A 26-year old woman with diagnosis Anorexia Nervosa, restricting type presented to the ED with refusal to eat, weakness and amenorrhea. She weighted 29.2 kg, which at a height of 5 ft made her BMI 12.6 kg/m2. Laboratory data showed a hemoglobin of 9.3/dl, hematocrit of 28.4%, leukocyte count of 8.9 K/ul, platelets count 131 K/ul. Ferritin was 168.4 ng/ml, serum iron 80 mcg/dL, transferin saturation 35.7%. Initial chemistries revealed albumin of 3.5 g/dl, prealbumin 12.4 mg/dl. Following hydration, the hemoglobin level fell to 6.9 g/dl, hematocrit to 22.0%. Remarkably, patient also experienced transient leukopenia (3.0 K/ul) and thrombocytopenia (92 K/ul).

Peripheral blood smear revealed anisocytosis, polychromasia, hypochromia and RBC fragments. The histological examination of bone marrow biopsy and aspirate showed almost complete depletion of hematopoietic tissue with rare erythroid, myeloid cells and occasional megakaryocyte. Fat tissue was completely melted presenting Gelatinous Degeneration, no stainable iron was seen. The flow cytomery did not show abnormal myeloid maturation, increased blast population or lymphoproliferative disorder. Smear prepared from the flow sample contained maturing myeloid and erythroid cells. Reticulocytes were preserved and accounted for 0.7%.

The patient was treated with blood transfusions and nutritional support. After 2 months, all biochemical imbalances and hematological parameters normalized. This is reflected in a hemoglobin level of 10.5g/dL, hematocrit of 31.3%, leukocyte count of 5.7 K/ul and platelet count of 371 K/ul. On the day of discharge to Anorexia Nervosa Clinic patient weighted 32.0 kg.

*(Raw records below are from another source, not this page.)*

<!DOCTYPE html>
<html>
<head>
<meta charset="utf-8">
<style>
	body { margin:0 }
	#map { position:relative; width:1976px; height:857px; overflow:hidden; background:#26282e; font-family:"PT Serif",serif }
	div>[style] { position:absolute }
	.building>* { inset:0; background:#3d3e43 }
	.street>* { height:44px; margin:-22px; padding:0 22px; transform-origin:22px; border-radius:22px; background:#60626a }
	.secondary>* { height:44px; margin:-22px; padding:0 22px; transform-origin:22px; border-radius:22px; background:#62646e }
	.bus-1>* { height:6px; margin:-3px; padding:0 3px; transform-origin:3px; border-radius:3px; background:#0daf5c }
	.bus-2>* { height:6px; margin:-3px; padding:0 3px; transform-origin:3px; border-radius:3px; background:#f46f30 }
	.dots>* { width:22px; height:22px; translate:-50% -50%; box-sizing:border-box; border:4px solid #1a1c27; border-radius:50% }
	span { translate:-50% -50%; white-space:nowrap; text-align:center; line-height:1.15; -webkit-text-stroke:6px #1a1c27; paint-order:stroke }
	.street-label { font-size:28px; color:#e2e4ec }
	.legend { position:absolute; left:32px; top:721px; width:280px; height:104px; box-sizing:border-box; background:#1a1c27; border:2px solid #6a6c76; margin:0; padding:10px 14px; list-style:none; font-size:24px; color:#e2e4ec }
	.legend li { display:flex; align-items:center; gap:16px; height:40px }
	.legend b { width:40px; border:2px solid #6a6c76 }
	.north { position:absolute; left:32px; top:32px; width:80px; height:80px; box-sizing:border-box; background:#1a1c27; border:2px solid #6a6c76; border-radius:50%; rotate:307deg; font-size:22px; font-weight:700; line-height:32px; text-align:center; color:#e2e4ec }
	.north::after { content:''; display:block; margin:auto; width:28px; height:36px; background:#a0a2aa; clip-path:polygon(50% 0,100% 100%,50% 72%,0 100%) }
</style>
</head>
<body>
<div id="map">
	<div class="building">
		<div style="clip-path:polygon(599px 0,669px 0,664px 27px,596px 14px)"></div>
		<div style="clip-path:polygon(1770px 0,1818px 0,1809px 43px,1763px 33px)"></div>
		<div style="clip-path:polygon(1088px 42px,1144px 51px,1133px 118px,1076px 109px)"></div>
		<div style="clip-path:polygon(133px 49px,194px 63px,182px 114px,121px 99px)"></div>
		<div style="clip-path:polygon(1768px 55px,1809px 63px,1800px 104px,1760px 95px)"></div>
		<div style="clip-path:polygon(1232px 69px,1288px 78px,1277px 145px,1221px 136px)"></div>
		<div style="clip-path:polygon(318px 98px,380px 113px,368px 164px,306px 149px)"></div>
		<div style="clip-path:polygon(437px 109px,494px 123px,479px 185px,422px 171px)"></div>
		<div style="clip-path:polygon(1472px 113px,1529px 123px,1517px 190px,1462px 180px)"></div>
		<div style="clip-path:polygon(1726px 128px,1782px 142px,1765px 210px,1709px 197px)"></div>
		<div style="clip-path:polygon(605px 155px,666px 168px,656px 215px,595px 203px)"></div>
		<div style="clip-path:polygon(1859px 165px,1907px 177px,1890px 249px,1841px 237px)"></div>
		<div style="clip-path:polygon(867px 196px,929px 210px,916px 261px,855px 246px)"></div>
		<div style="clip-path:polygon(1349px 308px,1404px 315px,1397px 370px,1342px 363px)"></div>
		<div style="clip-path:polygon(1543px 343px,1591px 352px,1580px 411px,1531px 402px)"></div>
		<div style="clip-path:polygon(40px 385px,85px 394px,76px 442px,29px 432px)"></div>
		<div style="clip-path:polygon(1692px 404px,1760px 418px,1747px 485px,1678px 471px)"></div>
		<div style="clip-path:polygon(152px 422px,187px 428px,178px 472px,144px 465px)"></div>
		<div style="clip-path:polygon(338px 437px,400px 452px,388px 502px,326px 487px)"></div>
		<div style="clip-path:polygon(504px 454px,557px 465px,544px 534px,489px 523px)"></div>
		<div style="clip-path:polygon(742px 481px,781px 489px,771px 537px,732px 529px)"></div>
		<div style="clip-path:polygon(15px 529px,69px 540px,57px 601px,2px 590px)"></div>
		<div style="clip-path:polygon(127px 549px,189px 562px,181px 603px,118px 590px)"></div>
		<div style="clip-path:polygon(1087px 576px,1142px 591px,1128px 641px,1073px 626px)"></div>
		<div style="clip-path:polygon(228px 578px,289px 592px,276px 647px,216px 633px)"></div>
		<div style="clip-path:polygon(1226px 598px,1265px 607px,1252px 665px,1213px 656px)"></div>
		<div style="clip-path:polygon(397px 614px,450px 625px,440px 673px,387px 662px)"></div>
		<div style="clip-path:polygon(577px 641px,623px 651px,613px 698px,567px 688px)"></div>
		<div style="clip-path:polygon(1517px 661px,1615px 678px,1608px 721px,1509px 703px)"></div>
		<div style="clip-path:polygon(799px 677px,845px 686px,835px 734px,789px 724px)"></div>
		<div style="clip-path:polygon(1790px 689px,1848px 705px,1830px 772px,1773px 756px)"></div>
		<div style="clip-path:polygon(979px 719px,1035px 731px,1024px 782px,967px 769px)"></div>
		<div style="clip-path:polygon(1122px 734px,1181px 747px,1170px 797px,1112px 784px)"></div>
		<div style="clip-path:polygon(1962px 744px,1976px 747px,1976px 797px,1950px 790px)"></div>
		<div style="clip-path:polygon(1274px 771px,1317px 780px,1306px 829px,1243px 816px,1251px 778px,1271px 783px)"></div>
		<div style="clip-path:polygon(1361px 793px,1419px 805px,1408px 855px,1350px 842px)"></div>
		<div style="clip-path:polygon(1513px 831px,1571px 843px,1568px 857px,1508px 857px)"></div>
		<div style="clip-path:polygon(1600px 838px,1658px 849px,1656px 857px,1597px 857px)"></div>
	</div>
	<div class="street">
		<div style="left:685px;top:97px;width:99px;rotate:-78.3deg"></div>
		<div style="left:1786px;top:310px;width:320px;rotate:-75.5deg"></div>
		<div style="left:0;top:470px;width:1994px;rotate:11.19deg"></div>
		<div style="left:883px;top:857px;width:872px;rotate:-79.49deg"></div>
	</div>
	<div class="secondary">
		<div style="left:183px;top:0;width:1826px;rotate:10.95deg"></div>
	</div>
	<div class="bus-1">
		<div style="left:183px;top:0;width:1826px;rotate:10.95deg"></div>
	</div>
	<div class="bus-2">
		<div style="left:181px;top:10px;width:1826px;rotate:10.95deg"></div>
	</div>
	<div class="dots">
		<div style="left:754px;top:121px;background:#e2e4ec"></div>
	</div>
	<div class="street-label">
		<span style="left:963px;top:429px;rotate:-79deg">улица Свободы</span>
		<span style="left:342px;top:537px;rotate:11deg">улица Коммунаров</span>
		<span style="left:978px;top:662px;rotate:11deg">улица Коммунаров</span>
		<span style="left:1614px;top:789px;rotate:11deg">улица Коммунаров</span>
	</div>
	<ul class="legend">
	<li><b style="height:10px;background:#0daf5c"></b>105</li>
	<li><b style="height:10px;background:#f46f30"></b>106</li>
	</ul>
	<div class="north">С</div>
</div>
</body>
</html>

Although abnormalities in the peripheral blood are common in anorexia nervosa, in the rare cases anorexia may be associated with hypo- and aplasia, variable hypocellularity and complete Gelatinous Degeneration Bone Marrow. GDBM is an extreme condition significantly related to bone marrow necrosis and characterized by reduction of fat spaces and accumulation of material rich in acid mucopolysacharides, what we observed in our patient. The bone marrow fat depletion could adversely affect the local environment and interfere with normal hematopoiesis by way of an alteration in the release cytokines or growth factors.

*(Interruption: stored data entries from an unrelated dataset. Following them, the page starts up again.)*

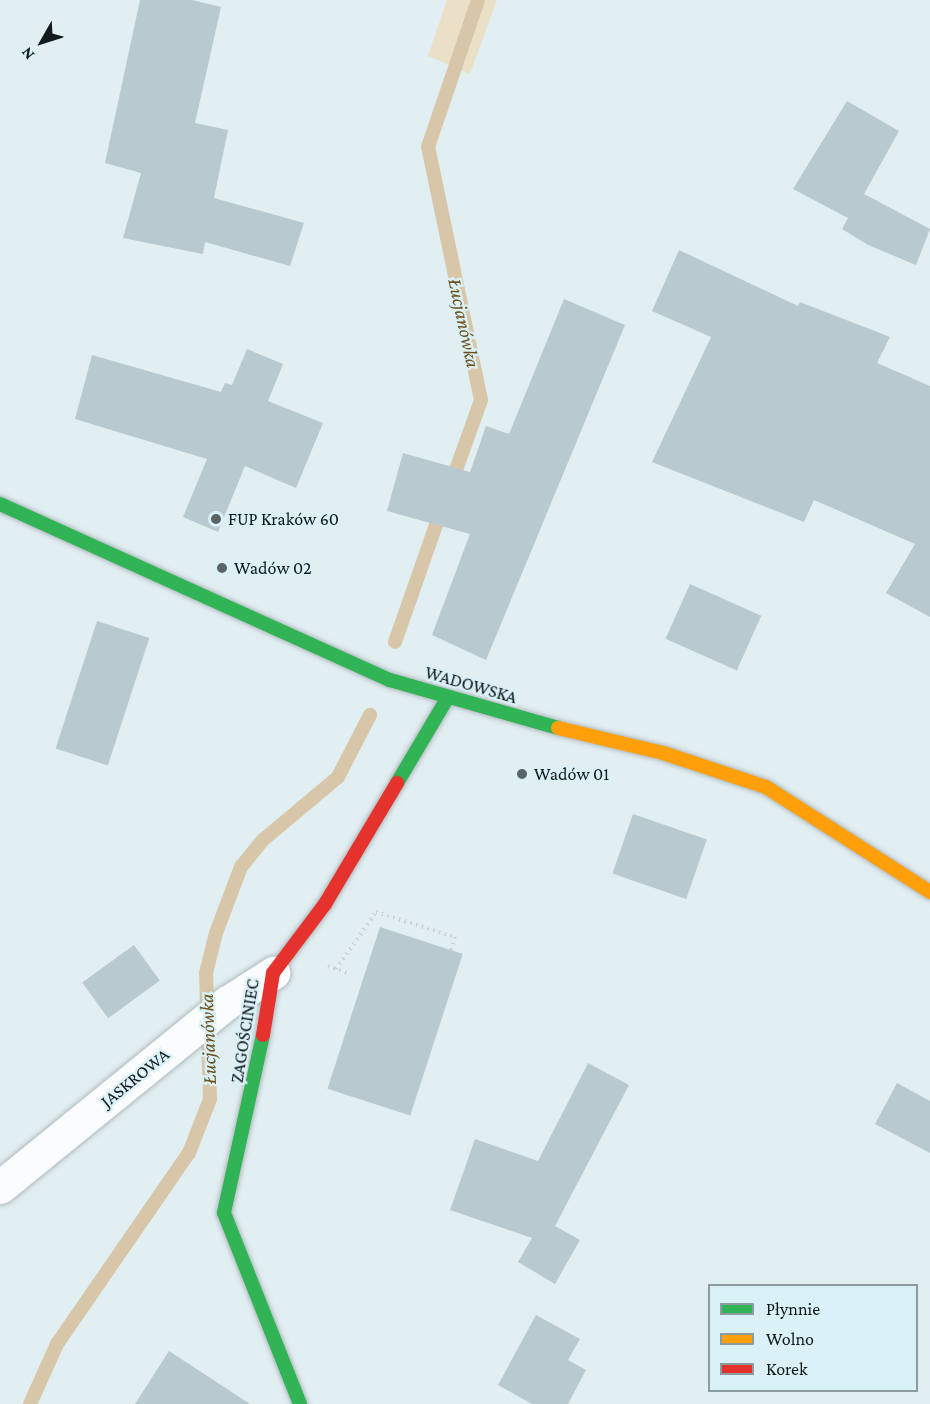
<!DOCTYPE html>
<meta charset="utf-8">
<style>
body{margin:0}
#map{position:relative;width:930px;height:1404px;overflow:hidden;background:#e1eef2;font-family:"Crimson Pro",serif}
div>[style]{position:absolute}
.green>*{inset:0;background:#eae0c8}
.stream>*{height:14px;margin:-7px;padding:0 7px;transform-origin:7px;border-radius:7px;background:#d7c7a8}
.building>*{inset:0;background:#b8cacf;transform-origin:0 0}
.path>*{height:4px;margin-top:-2px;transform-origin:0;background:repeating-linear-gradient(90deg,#cdd1d2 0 1.5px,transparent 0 6px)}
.roads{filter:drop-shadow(0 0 2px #b0babd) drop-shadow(0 0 2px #b0babd)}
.street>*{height:33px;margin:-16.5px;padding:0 16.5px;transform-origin:16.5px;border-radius:16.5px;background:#fafcfd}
.fast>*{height:14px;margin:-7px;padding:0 7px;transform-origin:7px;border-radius:7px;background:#30b455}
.slow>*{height:14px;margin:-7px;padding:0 7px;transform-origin:7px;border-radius:7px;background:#ff9f0a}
.jam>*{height:14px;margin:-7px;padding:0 7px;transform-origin:7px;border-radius:7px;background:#e5322d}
.dots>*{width:16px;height:16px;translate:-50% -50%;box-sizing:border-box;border:3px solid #dbf1f8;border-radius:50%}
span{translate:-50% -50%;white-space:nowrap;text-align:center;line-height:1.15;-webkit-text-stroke:4.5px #dbf1f8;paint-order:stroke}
.poi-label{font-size:18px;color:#121a1c}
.left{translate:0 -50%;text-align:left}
.street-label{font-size:18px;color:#121a1c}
.water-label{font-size:20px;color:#6d5019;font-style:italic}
.legend{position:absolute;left:708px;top:1284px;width:210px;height:108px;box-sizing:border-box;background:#dbf1f8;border:2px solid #8b9ba0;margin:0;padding:8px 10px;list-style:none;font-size:18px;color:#121a1c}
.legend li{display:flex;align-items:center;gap:12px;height:30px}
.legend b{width:30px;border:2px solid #8b9ba0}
.north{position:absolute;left:12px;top:12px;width:60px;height:60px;-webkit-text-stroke:4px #dbf1f8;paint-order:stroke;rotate:231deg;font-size:16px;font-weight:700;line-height:24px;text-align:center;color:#121a1c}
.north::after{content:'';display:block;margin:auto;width:21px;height:27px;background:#121a1c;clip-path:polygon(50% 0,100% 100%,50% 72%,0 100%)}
</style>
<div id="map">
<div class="green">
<div style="clip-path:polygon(447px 0,497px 0,470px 74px,428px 56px)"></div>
</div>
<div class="stream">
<div style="left:451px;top:484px;width:89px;rotate:-70.3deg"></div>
<div style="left:481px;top:400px;width:258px;rotate:-101.8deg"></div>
<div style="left:428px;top:147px;width:155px;rotate:-71.2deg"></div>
<div style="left:395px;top:642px;width:142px;rotate:-70.7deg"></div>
<div style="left:30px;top:1404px;width:66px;rotate:-65.8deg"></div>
<div style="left:57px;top:1344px;width:232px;rotate:-55.4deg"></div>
<div style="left:189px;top:1153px;width:58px;rotate:-68.7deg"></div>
<div style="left:210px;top:1099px;width:126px;rotate:-91.8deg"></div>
<div style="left:206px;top:973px;width:41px;rotate:-76deg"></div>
<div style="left:216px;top:933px;width:71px;rotate:-69.3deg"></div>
<div style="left:241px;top:867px;width:35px;rotate:-51deg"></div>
<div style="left:263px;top:840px;width:98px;rotate:-40deg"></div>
<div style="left:338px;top:777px;width:70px;rotate:-62.7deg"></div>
</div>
<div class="building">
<div style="clip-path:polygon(140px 0,192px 0,221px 7px,195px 123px,228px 130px,214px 198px,304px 223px,290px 266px,205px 242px,203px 254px,123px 238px,141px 173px,105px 163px)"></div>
<div style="clip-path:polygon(847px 101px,899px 131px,864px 194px,930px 229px,916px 265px,868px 245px,842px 229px,848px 218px,793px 189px)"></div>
<div style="clip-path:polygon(679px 250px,798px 306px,800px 302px,890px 337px,877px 363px,930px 386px,930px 617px,886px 593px,915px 544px,814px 500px,804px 522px,652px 462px,711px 337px,652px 311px)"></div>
<div style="clip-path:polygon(564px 299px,625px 325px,486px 660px,432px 635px,470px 534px,387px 511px,403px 453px,470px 472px,486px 426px,509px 434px)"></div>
<div style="clip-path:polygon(247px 349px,283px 364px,268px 401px,323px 423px,296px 488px,245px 466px,218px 532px,183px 517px,207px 459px,75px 419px,92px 355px,221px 392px,225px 383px,232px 385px)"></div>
<div style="left:690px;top:584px;width:78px;height:60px;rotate:24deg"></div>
<div style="left:97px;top:621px;width:55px;height:134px;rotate:18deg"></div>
<div style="left:633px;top:814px;width:78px;height:63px;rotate:19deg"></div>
<div style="left:380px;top:927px;width:87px;height:170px;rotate:18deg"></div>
<div style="left:134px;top:945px;width:44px;height:64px;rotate:54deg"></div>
<div style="clip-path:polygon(588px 1063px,629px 1085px,555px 1226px,580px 1240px,555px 1284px,518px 1262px,532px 1238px,450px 1210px,475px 1139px,538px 1161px)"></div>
<div style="clip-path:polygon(897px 1083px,930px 1101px,930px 1153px,875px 1124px)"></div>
<div style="clip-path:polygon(536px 1315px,580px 1339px,568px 1360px,586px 1370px,568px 1404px,532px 1404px,498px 1385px)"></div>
<div style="clip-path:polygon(169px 1351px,250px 1404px,135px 1404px)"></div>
</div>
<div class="path">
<div style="left:328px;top:966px;width:23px;rotate:20deg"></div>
<div style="left:336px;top:969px;width:70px;rotate:-54.9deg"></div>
<div style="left:376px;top:912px;width:83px;rotate:17.6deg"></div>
<div style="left:455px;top:937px;width:14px;rotate:107deg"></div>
</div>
<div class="roads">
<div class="street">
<div style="left:0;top:1187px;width:294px;rotate:-39.1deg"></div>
<div style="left:228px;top:1002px;width:54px;rotate:-32.8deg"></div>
</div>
<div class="fast">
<div style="left:0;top:504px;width:428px;rotate:24.3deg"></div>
<div style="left:390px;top:680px;width:175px;rotate:15.9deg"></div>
<div style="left:397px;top:783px;width:100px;rotate:-59.3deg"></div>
<div style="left:263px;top:1035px;width:182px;rotate:102.4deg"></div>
<div style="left:224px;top:1213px;width:206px;rotate:68.3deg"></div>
</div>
<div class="slow">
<div style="left:558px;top:728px;width:108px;rotate:13.4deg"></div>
<div style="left:663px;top:753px;width:108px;rotate:18.3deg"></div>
<div style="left:766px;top:787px;width:195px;rotate:32.6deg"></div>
</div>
<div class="jam">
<div style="left:263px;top:1035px;width:63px;rotate:-80.8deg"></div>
<div style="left:273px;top:973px;width:86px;rotate:-53deg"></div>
<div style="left:325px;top:904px;width:141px;rotate:-59.2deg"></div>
</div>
</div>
<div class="dots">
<div style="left:216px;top:519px;background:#5a6467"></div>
<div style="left:222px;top:568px;background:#5a6467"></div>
<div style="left:522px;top:774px;background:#5a6467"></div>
</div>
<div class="poi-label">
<span class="left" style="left:228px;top:519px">FUP Kraków 60</span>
<span class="left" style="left:234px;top:568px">Wadów 02</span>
<span class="left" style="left:534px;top:774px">Wadów 01</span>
</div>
<div class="street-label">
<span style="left:471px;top:685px;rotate:16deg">WADOWSKA</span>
<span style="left:245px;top:1031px;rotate:-81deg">ZAGOŚCINIEC</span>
<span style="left:135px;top:1078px;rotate:-39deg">JASKROWA</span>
</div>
<div class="water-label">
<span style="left:464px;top:323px;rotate:78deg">Łucjanówka</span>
<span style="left:208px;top:1039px;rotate:-92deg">Łucjanówka</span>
</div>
<ul class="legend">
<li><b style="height:8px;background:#30b455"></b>Płynnie</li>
<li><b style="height:8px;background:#ff9f0a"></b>Wolno</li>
<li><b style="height:8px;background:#e5322d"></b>Korek</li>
</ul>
<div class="north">N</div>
</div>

We have hypothesized that Gelatinous Degeneration Bone Marrow related only to the amount of weight loss; not to other factors such as duration of caloric deprivation, age or clinical type of anorexia.

In most anorexia cases in the literature, alterations of bone marrow were reflected in the peripheral blood as mild or no cytopenia. However, we found that peripheral blood findings do not correlate with bone marrow changes, and are not good predictors of bone marrow involvement in anorexia nervosa. As a result, bone marrow morphology should be reviewed to assess severity of hematologic abnormalities in this instance.

Our findings confirmed that even severe aplastic bone marrow alterations as gelatinous degeneration, as well as abnormalities in the peripheral blood is a reversible process conditioned to weight recovery after establishment of adequate nutrition.

Importantly, clinical significance of the laboratory abnormalities and medical findings in anorexia nervosa patients has not been firmly established. We do not have risk-stratification for treatment, what is crucial for reversing a common, but seems under recognized problem in our ‘obsessed with weight loss’ culture.